╔══
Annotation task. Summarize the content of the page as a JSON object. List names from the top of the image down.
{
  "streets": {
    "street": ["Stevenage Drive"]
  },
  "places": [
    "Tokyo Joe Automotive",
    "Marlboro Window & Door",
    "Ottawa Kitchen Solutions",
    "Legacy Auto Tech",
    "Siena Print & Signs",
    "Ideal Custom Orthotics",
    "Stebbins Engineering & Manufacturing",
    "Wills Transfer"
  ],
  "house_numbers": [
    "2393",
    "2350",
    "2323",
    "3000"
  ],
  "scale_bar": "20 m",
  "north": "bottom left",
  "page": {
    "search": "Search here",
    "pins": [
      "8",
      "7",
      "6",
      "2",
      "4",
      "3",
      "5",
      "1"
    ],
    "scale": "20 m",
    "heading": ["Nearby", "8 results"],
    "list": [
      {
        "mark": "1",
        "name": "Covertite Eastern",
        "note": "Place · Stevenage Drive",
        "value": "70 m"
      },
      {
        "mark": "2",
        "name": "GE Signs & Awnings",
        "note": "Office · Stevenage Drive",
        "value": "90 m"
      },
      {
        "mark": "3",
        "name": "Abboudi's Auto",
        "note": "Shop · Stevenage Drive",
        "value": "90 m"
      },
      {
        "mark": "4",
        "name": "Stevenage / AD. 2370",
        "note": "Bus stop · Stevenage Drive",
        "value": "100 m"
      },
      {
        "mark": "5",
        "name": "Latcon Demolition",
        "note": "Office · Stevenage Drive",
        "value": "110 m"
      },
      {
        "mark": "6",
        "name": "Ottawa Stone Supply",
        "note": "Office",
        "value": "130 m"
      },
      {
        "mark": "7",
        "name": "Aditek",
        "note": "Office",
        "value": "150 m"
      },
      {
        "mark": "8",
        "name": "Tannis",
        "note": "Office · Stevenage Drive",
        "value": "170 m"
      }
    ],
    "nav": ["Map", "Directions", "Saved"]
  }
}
╚══
• _Task_:
Restate each of the records exactly, leaving nothing out.

• _Finished task_:
Annotation task. Summarize the content of the page as a JSON object. List names from the top of the image down.
{
  "streets": {
    "street": ["Stevenage Drive"]
  },
  "places": [
    "Tokyo Joe Automotive",
    "Marlboro Window & Door",
    "Ottawa Kitchen Solutions",
    "Legacy Auto Tech",
    "Siena Print & Signs",
    "Ideal Custom Orthotics",
    "Stebbins Engineering & Manufacturing",
    "Wills Transfer"
  ],
  "house_numbers": [
    "2393",
    "2350",
    "2323",
    "3000"
  ],
  "scale_bar": "20 m",
  "north": "bottom left",
  "page": {
    "search": "Search here",
    "pins": [
      "8",
      "7",
      "6",
      "2",
      "4",
      "3",
      "5",
      "1"
    ],
    "scale": "20 m",
    "heading": ["Nearby", "8 results"],
    "list": [
      {
        "mark": "1",
        "name": "Covertite Eastern",
        "note": "Place · Stevenage Drive",
        "value": "70 m"
      },
      {
        "mark": "2",
        "name": "GE Signs & Awnings",
        "note": "Office · Stevenage Drive",
        "value": "90 m"
      },
      {
        "mark": "3",
        "name": "Abboudi's Auto",
        "note": "Shop · Stevenage Drive",
        "value": "90 m"
      },
      {
        "mark": "4",
        "name": "Stevenage / AD. 2370",
        "note": "Bus stop · Stevenage Drive",
        "value": "100 m"
      },
      {
        "mark": "5",
        "name": "Latcon Demolition",
        "note": "Office · Stevenage Drive",
        "value": "110 m"
      },
      {
        "mark": "6",
        "name": "Ottawa Stone Supply",
        "note": "Office",
        "value": "130 m"
      },
      {
        "mark": "7",
        "name": "Aditek",
        "note": "Office",
        "value": "150 m"
      },
      {
        "mark": "8",
        "name": "Tannis",
        "note": "Office · Stevenage Drive",
        "value": "170 m"
      }
    ],
    "nav": ["Map", "Directions", "Saved"]
  }
}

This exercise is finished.